Faut-il réformer le Conseil supérieur de la magistrature ? Par Mamadou Abdoulaye Sow Inspecteur principal du Trésor à la retraite (mamabdousow@yahoo.fr)



 
 
              « Les constituants des États francophones d’Afrique ont fait du
                                                        Président de la République un « homme fort » caractérisé
                                                       d’une part par son omniprésence institutionnelle marquée par
                                                       une concentration des pouvoirs entre ses mains et, d’autre
                                                       part, par une prédation des contre-pouvoirs »

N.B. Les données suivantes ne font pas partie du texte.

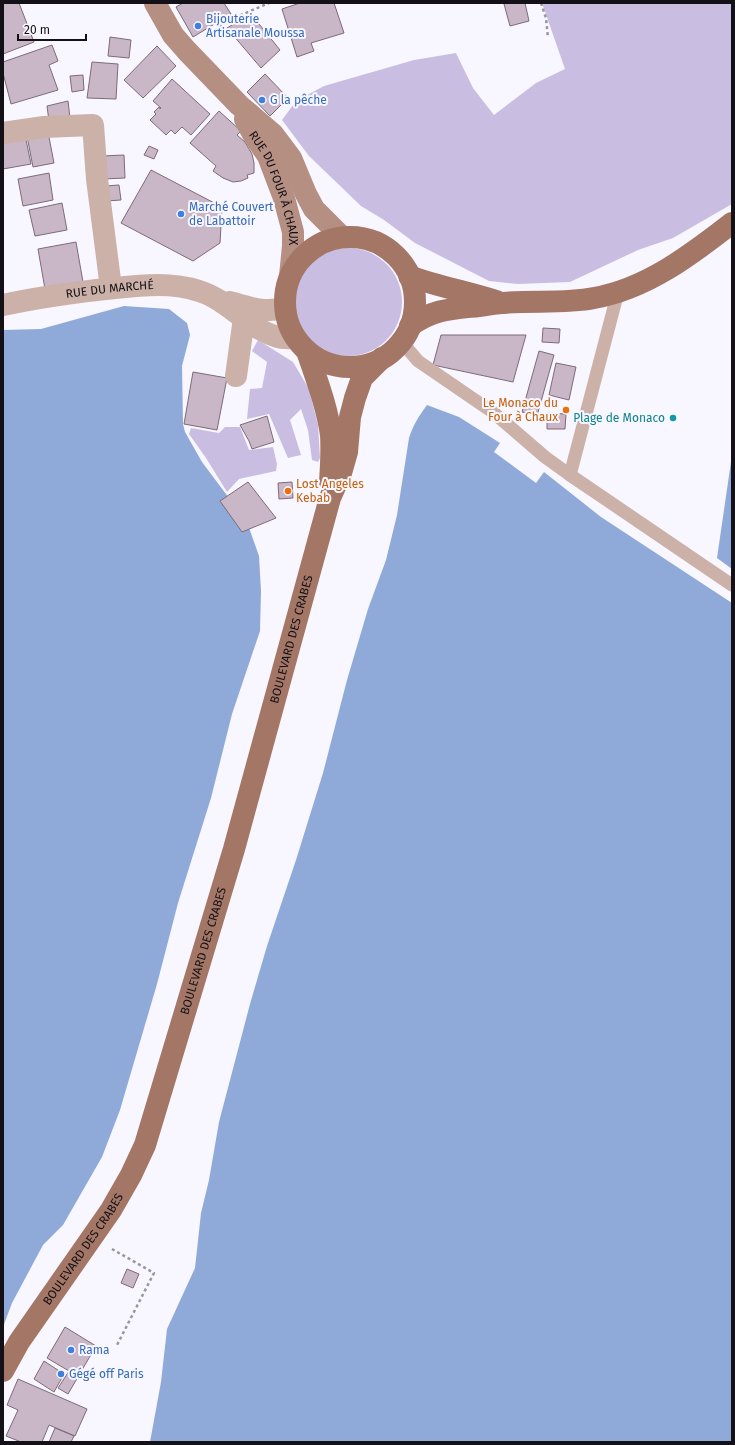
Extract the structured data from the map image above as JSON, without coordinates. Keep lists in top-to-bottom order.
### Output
{
  "streets": {
    "main road": ["RUE DU FOUR À CHAUX", "BOULEVARD DES CRABES"],
    "street": ["RUE DU MARCHÉ"]
  },
  "crossings": [
    ["RUE DU FOUR À CHAUX", "RUE DU MARCHÉ"],
    ["RUE DU FOUR À CHAUX", "BOULEVARD DES CRABES"],
    ["RUE DU MARCHÉ", "BOULEVARD DES CRABES"]
  ],
  "places": [
    "Bijouterie Artisanale Moussa",
    "G la pêche",
    "Marché Couvert de Labattoir",
    "Le Monaco du Four à Chaux",
    "Plage de Monaco",
    "Lost Angeles Kebab",
    "Rama",
    "Gégé off Paris"
  ],
  "scale_bar": "20 m"
}
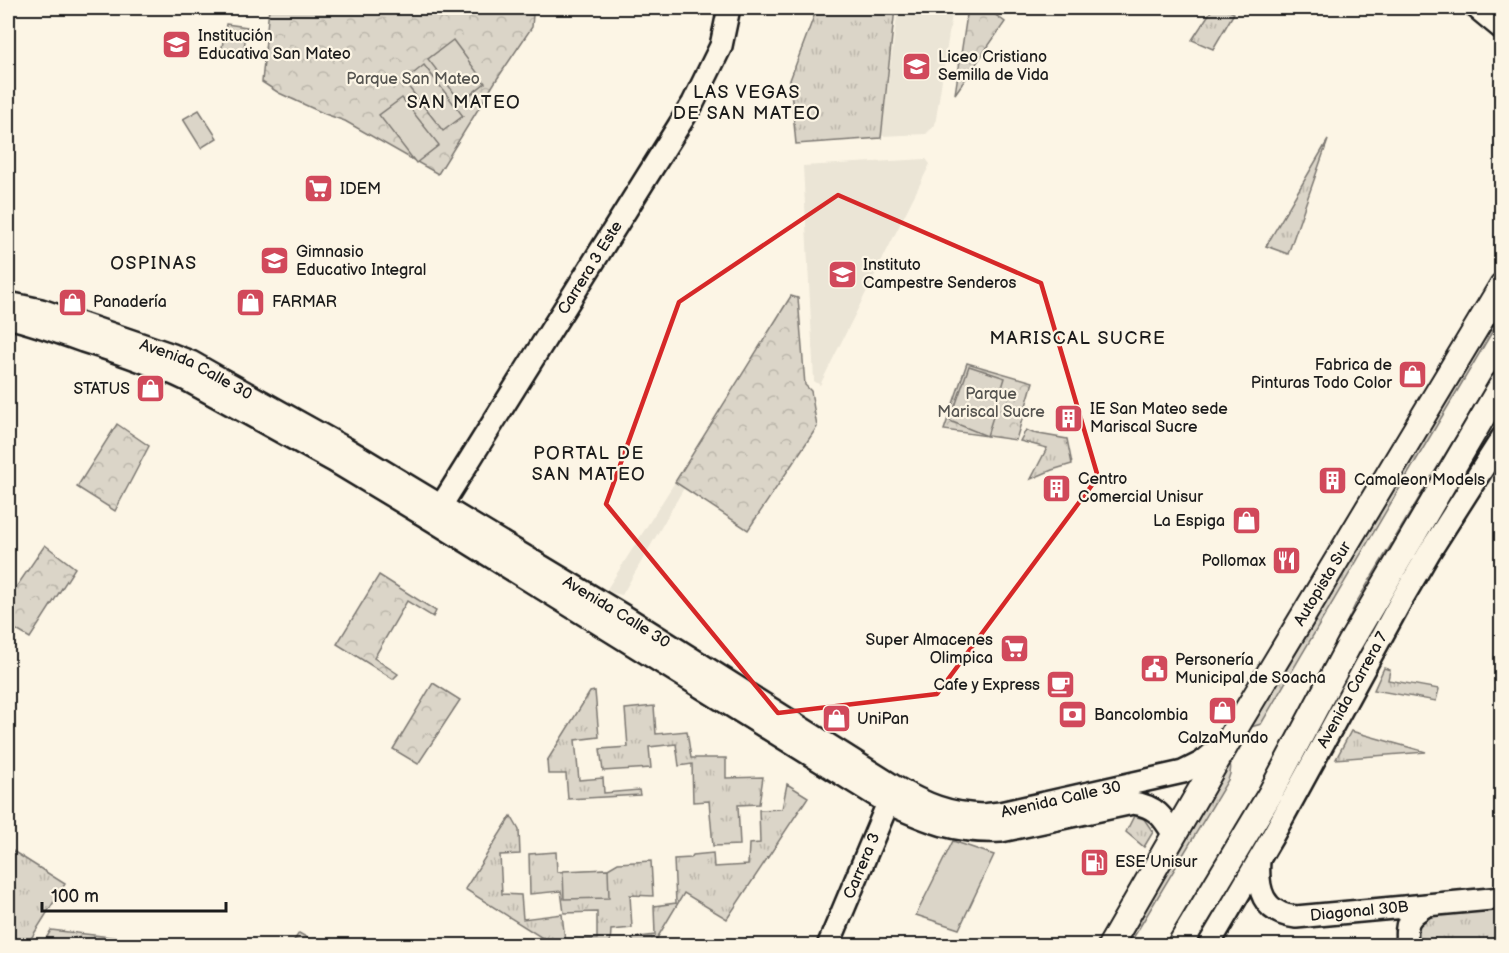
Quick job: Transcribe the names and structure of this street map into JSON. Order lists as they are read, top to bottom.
{
  "streets": {
    "highway": ["Autopista Sur"],
    "main road": [
      "Carrera 3 Este",
      "Avenida Calle 30",
      "Avenida Carrera 7",
      "Carrera 3",
      "Diagonal 30B"
    ]
  },
  "crossings": [
    ["Carrera 3 Este", "Avenida Calle 30"],
    ["Avenida Calle 30", "Autopista Sur"],
    ["Avenida Calle 30", "Carrera 3"],
    ["Avenida Carrera 7", "Diagonal 30B"]
  ],
  "districts": [
    "LAS VEGAS DE SAN MATEO",
    "SAN MATEO",
    "OSPINAS",
    "MARISCAL SUCRE",
    "PORTAL DE SAN MATEO"
  ],
  "parks": ["Parque San Mateo", "Parque Mariscal Sucre"],
  "places": {
    "school or university": [
      "Institución Educativa San Mateo",
      "Liceo Cristiano Semilla de Vida",
      "Gimnasio Educativo Integral",
      "Instituto Campestre Senderos"
    ],
    "supermarket": ["IDEM", "Super Almacenes Olimpica"],
    "shop": [
      "Panadería",
      "FARMAR",
      "Fabrica de Pinturas Todo Color",
      "STATUS",
      "La Espiga",
      "CalzaMundo",
      "UniPan"
    ],
    "building": ["IE San Mateo sede Mariscal Sucre", "Camaleon Models", "Centro Comercial Unisur"],
    "restaurant": ["Pollomax"],
    "public building": ["Personería Municipal de Soacha"],
    "cafe": ["Cafe y Express"],
    "bank": ["Bancolombia"],
    "fuel station": ["ESE Unisur"]
  },
  "scale_bar": "100 m"
}
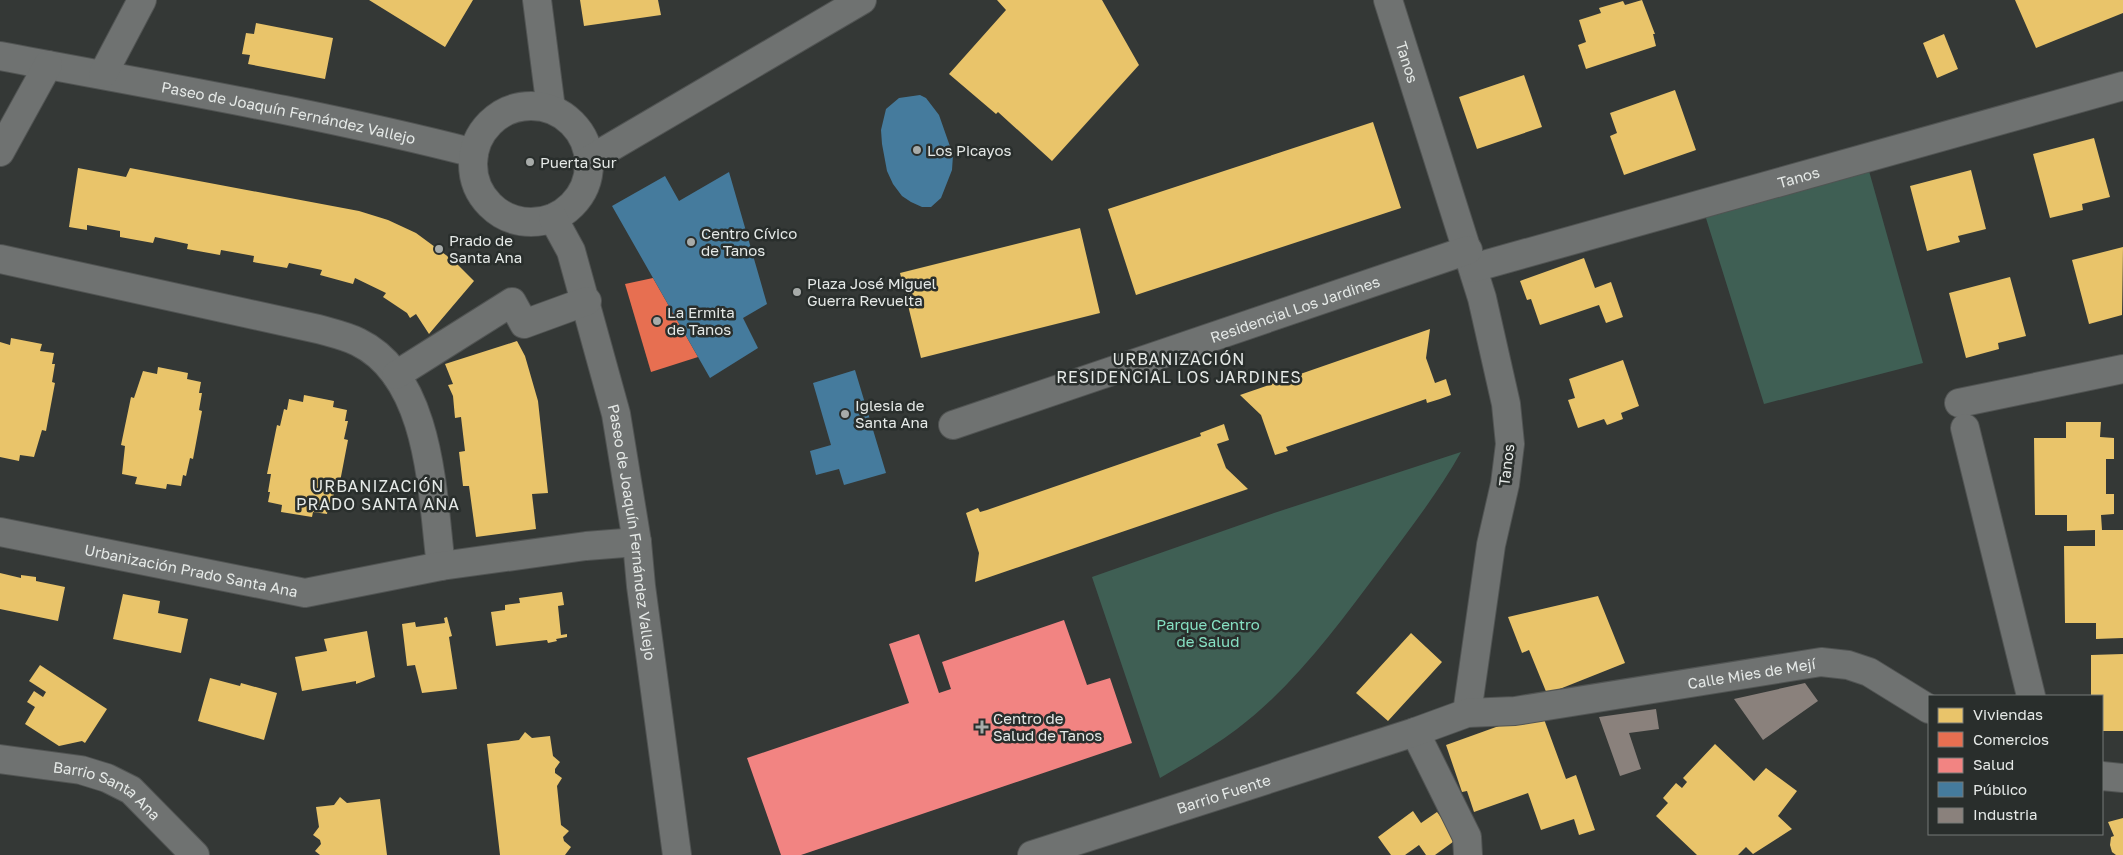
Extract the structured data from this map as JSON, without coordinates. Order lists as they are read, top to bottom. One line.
{"streets":{"street":["Tanos","Paseo de Joaquín Fernández Vallejo","Residencial Los Jardines","Urbanización Prado Santa Ana","Calle Mies de Mejí","Barrio Santa Ana","Barrio Fuente"]},"crossings":[["Tanos","Residencial Los Jardines"],["Tanos","Calle Mies de Mejí"],["Paseo de Joaquín Fernández Vallejo","Urbanización Prado Santa Ana"]],"districts":["URBANIZACIÓN RESIDENCIAL LOS JARDINES","URBANIZACIÓN PRADO SANTA ANA"],"parks":["Parque Centro de Salud"],"places":{"other":["Los Picayos","Puerta Sur","Centro Cívico de Tanos","Prado de Santa Ana","Plaza José Miguel Guerra Revuelta","La Ermita de Tanos","Iglesia de Santa Ana"],"health":["Centro de Salud de Tanos"]},"legend":["Viviendas","Comercios","Salud","Público","Industria"]}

                                           
                                                                    Enagnon Gildas Nonnou [[1]]url:#_edn1
 
                                               
Introduite dans la Constitution du Sénégal de 1960, l’institution dénommée « Conseil supérieur de la magistrature » est censée être la « clé de voûte de l’indépendance (du Pouvoir) judiciaire » [[2]]url:#_edn2 . Mais depuis quelques années, elle fait l’objet de critiques sur sa composition et son fonctionnement de la part de certains membres de l’Union des Magistrats du Sénégal [[3]]url:#_edn3 et également d’une partie de l’opinion publique.
 
Faut-il réformer le Conseil supérieur de la magistrature (CSM) [[4]]url:#_edn4  ? La question n’a de sens que si elle est replacée dans le cadre d’une réflexion plus générale sur la place du CSM dans l’équilibre des institutions ainsi que sur ses attributions. Le choix entre « pour » ou « contre » la réforme du CSM dépend des réponses à plusieurs questions, notamment : Le CSM sous la Constitution de 2001 en vigueur est-il l’assistant du Président de la République ? Au sein du CSM, le Président de la République joue -t-il le rôle de président-capitaine ou de président-arbitre ? A-t-on besoin du ministre de la Justice au sein du CSM pour assurer la liaison entre le Pouvoir judiciaire et le chef de l’Exécutif ? Ne devrait-on pas donner au CSM de nouvelles compétences par exemple en matière d’avis sur des questions financières en vue de mieux garantir l’indépendance financière du Pouvoir judiciaire [[5]]url:#_edn5 ? 
 
Sans entrer dans la complexité du sujet, nous voudrions exposer ici successivement quelques éléments de réflexion sur le CSM tel qu’il existe sous la Constitution actuelle du 22 janvier 2001(I) puis quelques observations sur la loi organique du 17 janvier 2017 fixant son organisation et fonctionnement (II).
 
 
  1. Quelques réflexions sur le CSM issu de la Constitution actuelle de 2001  
  
Aucune disposition de la Constitution de 2001 ne définit le rôle du CSM
 
Sous la Constitution de 1960, le CSM était chargé d’assister le Président de la République dans son rôle de garant de l’indépendance de l’autorité judiciaire. Le texte constitutionnel de 1960 établissait dans son article 60 que « le Président de la République est le garant de l’indépendance de l’autorité judiciaire. Il est assisté par le Conseil supérieur de la magistrature dont l’organisation et le fonctionnement sont fixés par une loi organique » et dans son article 24 qu’« il préside le Conseil supérieur de la magistrature ».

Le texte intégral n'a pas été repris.